— Directions —
Write out the data that follows exactly, keeping every picture out.
□ □ □
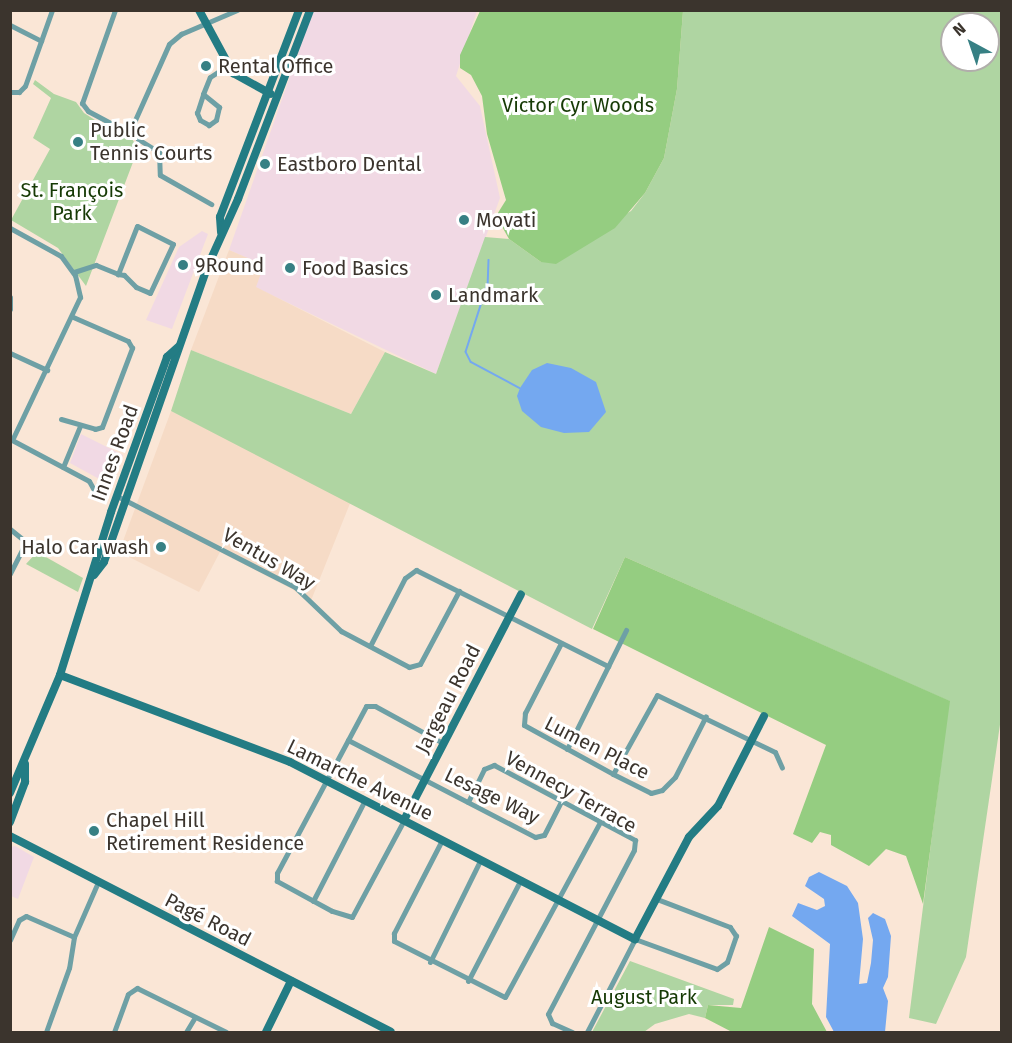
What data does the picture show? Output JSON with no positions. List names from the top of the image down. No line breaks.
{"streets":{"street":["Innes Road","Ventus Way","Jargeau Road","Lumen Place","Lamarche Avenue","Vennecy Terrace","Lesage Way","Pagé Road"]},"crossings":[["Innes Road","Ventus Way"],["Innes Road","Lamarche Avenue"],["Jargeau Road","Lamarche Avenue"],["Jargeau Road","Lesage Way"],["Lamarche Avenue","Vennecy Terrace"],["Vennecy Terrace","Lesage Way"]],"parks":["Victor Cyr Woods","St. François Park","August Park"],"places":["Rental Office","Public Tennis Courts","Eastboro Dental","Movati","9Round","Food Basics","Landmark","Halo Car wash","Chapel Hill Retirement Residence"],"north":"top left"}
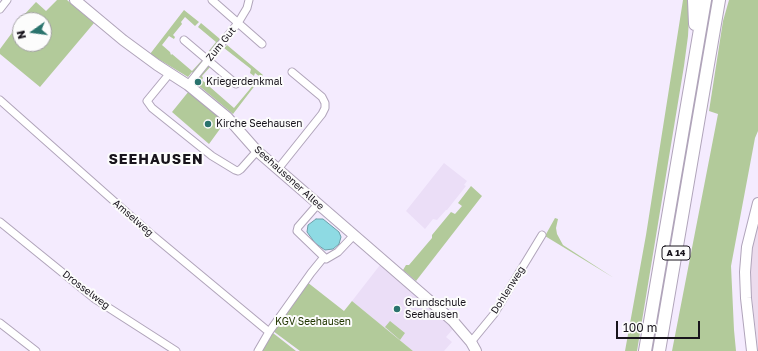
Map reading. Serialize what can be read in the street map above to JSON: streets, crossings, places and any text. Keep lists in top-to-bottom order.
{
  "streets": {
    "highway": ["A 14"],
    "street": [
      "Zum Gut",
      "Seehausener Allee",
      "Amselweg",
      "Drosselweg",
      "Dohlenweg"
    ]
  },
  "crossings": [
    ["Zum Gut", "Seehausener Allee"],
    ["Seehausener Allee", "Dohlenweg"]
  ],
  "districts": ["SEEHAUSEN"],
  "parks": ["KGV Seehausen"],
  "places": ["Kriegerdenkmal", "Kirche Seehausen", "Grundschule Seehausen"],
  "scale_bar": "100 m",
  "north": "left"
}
□ □ □
— Answer box —
What data does the picture show? Output JSON with no positions. List names from the top of the image down. No line breaks.
{"streets":{"street":["Innes Road","Ventus Way","Jargeau Road","Lumen Place","Lamarche Avenue","Vennecy Terrace","Lesage Way","Pagé Road"]},"crossings":[["Innes Road","Ventus Way"],["Innes Road","Lamarche Avenue"],["Jargeau Road","Lamarche Avenue"],["Jargeau Road","Lesage Way"],["Lamarche Avenue","Vennecy Terrace"],["Vennecy Terrace","Lesage Way"]],"parks":["Victor Cyr Woods","St. François Park","August Park"],"places":["Rental Office","Public Tennis Courts","Eastboro Dental","Movati","9Round","Food Basics","Landmark","Halo Car wash","Chapel Hill Retirement Residence"],"north":"top left"}
Map reading. Serialize what can be read in the street map above to JSON: streets, crossings, places and any text. Keep lists in top-to-bottom order.
{
  "streets": {
    "highway": ["A 14"],
    "street": [
      "Zum Gut",
      "Seehausener Allee",
      "Amselweg",
      "Drosselweg",
      "Dohlenweg"
    ]
  },
  "crossings": [
    ["Zum Gut", "Seehausener Allee"],
    ["Seehausener Allee", "Dohlenweg"]
  ],
  "districts": ["SEEHAUSEN"],
  "parks": ["KGV Seehausen"],
  "places": ["Kriegerdenkmal", "Kirche Seehausen", "Grundschule Seehausen"],
  "scale_bar": "100 m",
  "north": "left"
}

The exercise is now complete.